Damage to the town of Temuka, 18km north of Timaru, was not widespread but both the Royal Hotel and the St Joseph's Catholic Church were damaged in the 7.1 magnitude quake which left Christchurch badly damaged and without power, water, sewerage services and gas.

The damage spread north to Kaiapoi, west to Darfield and south to Temuka.

Early reports indicate South Canterbury escaped with relatively minor damage, apart from the historic buildings in Temuka.

Maz Opele, the proprietor of the Royal Hotel in Temuka, said a large hole had opened up in the masonry wall at the front of the hotel, there was a big crack in the rear wall and the front balcony was being demolished because of the damage.

It was scary when the earthquake struck but when she saw the damage at the front she realised the severity of it, she said.

The entire front porch and balcony were being demolished because they were unsafe, and the wall would also need reinforcing.

"I am still shaking," Ms Opele told NZPA.

The steeple on top of St Joseph's Catholic Church in Temuka had moved about 10cm, Father Brian Fennessy said.

A crane would be needed to repair the steeple but the church building was not damaged, he said.

Emergency services co-ordinator for the Timaru District Council Lamorna Cooper said apart from the church and the hotel there were no other reports of serious damage in the district.

"Our teams got into gear very quickly but this has been a bit of a wake up call (about emergency planning) for many people."
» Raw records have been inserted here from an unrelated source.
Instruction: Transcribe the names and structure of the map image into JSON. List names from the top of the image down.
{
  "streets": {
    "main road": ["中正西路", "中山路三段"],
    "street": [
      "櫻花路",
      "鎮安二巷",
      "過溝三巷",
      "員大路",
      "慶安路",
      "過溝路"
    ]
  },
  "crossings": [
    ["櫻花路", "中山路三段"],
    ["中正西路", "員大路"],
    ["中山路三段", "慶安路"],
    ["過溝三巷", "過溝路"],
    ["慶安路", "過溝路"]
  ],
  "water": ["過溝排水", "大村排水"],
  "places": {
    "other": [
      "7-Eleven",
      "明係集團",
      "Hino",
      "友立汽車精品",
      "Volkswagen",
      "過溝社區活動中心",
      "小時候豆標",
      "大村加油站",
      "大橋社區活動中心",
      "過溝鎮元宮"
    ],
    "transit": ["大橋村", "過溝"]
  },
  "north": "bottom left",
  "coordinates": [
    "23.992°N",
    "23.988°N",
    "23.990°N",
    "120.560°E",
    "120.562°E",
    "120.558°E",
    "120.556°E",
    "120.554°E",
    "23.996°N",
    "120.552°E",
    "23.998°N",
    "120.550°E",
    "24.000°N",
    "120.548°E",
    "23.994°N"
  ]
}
The Timaru District civil emergency system had worked well with local news media, particularly radio stations, playing a key role in keeping the public informed of developments, Ms Cooper said.
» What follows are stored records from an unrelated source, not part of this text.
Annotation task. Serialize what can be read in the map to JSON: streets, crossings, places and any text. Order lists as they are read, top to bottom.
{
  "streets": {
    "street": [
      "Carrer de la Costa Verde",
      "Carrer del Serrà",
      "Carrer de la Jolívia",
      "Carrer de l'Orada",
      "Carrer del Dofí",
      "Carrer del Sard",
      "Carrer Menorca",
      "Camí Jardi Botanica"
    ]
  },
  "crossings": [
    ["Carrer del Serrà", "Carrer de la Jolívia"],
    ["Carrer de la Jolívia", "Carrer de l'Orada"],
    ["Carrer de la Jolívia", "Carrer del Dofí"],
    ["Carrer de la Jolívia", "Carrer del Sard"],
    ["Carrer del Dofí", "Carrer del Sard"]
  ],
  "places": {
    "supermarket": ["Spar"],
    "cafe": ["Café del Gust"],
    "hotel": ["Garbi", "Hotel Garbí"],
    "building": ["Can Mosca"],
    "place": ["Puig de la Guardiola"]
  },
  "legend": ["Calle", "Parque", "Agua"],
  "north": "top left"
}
An emergency first response team and building inspectors had been sent north to the Selwyn District to assist where the damage was greater, she said.

Primeport Timaru chief executive Jeremy Boys said detailed inspections would be carried out today but early indications were that there was no damage to the port.

A Timaru District Council emergency first response team and building inspectors had been sent north to the Selwyn District, where the damage was worse, she said.

Timaru resident Frank Hamilton said he heard the earthquake approaching a few seconds before it struck.

"It sounded like a big truck load of rubbish bins coming down the road. It woke me up. We often hear heavy traffic to the north of us but this was coming the other way and then it hit."

Hamish McMillan, who lives in a rough-caste two-storied house in central Timaru, said it swayed vigorously but there was no damage. A small television set fell to the floor but, apart from that everything seemed to be intact, he said.